The task:
Within these entries, which lines include the string "above"? Copy each one.

Listed records:

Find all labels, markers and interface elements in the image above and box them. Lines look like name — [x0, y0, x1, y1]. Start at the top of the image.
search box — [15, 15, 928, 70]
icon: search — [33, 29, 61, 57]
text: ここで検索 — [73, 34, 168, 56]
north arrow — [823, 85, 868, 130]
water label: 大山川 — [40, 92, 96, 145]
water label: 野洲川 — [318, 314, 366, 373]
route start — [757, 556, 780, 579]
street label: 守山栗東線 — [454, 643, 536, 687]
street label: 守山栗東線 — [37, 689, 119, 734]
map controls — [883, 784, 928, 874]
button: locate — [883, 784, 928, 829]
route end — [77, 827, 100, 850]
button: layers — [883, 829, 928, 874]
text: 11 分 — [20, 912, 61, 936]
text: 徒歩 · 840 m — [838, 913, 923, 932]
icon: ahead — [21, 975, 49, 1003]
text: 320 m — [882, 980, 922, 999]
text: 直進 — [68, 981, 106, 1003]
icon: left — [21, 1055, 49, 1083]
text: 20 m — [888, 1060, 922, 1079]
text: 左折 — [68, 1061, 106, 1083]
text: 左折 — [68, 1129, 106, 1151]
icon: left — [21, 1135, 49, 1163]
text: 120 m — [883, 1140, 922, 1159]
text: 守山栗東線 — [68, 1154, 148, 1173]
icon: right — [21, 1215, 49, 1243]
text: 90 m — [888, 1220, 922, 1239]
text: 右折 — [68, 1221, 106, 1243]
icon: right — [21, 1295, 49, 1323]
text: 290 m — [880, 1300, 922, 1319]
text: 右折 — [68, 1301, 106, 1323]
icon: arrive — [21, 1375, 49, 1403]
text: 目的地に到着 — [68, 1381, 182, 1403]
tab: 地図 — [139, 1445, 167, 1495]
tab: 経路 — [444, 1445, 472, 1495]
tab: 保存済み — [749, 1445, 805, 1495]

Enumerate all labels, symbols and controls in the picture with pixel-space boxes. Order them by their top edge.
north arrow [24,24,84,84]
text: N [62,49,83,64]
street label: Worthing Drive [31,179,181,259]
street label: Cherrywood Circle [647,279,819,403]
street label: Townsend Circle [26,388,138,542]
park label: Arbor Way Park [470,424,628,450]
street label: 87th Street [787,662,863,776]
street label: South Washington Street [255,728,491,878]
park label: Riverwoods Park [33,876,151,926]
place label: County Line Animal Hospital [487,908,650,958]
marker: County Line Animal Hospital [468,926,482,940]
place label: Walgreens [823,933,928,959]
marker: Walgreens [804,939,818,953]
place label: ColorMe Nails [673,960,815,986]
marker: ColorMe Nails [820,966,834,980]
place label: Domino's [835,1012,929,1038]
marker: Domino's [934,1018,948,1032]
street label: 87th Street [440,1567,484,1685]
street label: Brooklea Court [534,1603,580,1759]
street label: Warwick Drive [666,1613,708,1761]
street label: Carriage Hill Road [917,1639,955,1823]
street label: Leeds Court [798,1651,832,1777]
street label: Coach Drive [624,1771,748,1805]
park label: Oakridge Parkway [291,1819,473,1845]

...

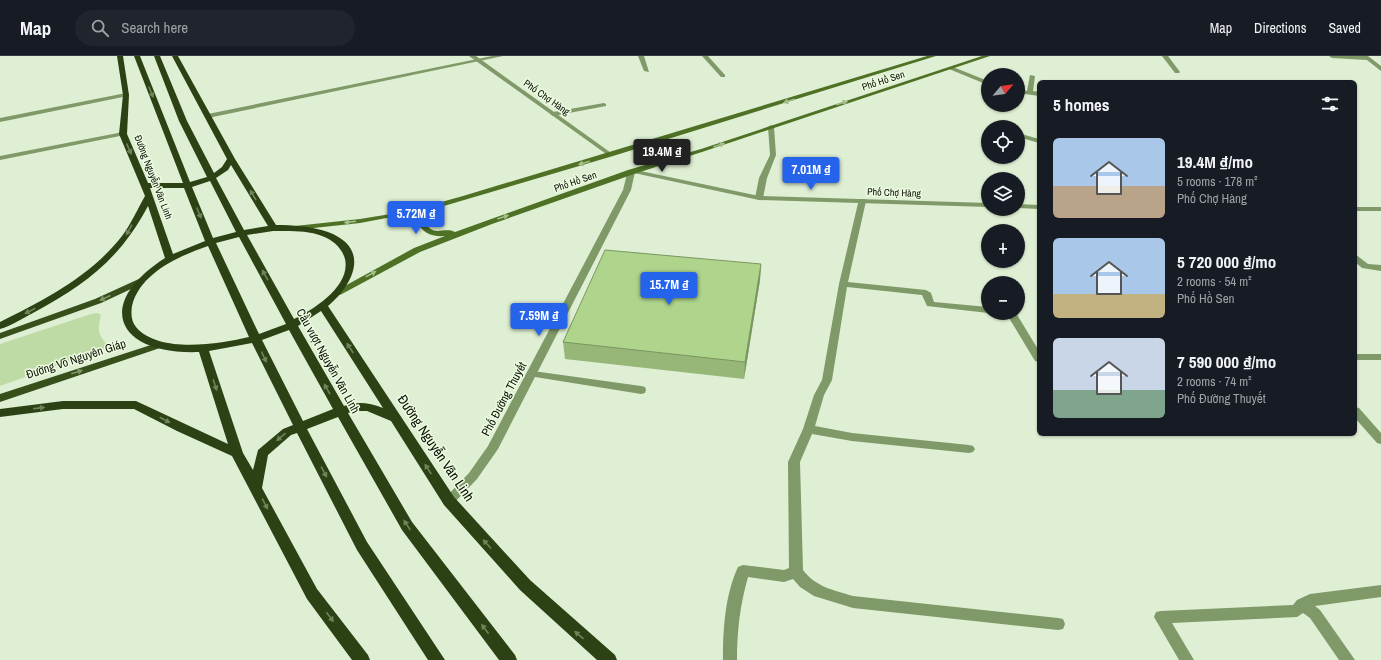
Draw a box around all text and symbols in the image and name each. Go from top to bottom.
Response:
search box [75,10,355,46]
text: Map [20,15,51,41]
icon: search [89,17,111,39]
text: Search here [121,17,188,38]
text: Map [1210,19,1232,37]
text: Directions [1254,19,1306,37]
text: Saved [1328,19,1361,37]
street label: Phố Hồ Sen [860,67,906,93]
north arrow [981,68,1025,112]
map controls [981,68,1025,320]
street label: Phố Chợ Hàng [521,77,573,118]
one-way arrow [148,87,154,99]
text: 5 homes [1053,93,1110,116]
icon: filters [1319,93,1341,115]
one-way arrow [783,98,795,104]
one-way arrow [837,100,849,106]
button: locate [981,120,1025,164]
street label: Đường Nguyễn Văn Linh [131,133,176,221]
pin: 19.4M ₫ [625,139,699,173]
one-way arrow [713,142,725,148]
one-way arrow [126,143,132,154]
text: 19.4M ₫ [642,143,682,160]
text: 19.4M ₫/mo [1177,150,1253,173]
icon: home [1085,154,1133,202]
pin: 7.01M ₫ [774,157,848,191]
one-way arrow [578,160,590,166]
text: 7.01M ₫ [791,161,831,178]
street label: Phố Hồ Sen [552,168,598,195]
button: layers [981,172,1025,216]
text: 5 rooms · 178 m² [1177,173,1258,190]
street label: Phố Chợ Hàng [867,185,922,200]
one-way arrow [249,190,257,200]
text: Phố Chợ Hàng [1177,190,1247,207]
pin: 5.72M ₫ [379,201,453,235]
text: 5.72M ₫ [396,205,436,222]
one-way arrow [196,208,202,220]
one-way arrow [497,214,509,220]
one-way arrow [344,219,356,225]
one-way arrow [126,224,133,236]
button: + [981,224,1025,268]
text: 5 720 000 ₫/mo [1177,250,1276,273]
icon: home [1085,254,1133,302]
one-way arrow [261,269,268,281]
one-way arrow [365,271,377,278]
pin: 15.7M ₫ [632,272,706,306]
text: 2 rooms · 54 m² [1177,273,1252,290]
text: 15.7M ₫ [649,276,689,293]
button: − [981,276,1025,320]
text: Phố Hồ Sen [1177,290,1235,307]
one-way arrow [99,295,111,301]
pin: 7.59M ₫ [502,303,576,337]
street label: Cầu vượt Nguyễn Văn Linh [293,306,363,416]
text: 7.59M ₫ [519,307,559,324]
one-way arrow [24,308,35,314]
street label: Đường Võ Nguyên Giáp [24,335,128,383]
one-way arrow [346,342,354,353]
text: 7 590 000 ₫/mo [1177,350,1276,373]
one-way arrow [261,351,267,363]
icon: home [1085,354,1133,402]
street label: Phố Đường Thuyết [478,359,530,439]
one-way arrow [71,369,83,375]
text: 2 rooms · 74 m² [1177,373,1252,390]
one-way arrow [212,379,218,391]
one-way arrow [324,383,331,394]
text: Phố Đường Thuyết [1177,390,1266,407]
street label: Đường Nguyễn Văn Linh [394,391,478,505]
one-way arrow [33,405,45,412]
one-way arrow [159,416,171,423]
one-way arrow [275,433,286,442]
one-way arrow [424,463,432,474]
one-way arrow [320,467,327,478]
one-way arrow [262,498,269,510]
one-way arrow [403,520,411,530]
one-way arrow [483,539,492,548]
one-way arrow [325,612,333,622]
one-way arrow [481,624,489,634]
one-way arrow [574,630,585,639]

...

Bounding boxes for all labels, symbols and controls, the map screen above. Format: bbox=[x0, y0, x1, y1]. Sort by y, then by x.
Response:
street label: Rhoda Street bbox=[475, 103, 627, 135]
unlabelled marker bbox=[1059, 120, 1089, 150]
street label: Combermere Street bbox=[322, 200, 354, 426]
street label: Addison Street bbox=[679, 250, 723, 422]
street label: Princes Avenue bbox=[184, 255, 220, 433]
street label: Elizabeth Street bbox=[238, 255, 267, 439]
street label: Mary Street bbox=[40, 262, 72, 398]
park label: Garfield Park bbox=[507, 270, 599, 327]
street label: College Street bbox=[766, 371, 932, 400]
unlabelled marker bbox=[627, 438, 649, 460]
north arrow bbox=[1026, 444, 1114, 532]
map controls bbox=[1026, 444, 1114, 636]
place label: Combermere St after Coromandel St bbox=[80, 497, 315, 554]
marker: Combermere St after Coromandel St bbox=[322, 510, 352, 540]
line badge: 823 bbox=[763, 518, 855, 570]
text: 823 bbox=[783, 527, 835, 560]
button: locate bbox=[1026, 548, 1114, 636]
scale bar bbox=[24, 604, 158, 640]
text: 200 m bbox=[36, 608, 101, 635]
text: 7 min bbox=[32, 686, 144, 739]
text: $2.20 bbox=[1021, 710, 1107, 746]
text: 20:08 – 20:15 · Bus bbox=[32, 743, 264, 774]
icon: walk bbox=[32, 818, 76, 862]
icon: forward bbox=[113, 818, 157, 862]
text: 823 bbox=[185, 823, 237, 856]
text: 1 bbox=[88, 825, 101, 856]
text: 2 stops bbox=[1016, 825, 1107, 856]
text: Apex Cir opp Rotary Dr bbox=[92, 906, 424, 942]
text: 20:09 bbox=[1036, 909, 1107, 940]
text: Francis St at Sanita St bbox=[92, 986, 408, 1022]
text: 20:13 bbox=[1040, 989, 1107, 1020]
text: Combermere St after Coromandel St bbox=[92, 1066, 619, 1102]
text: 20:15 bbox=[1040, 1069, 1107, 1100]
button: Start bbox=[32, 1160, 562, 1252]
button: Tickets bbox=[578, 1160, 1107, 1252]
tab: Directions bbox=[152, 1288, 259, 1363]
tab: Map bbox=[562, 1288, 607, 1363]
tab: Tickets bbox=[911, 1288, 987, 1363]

Task result:
Find all labels, markers and interface elements in the image above and box them. Lines look like name — [x0, y0, x1, y1]. Start at the top of the image.
Bounding boxes for all labels, symbols and controls, the map screen above. Format: bbox=[x0, y0, x1, y1]. Sort by y, then by x.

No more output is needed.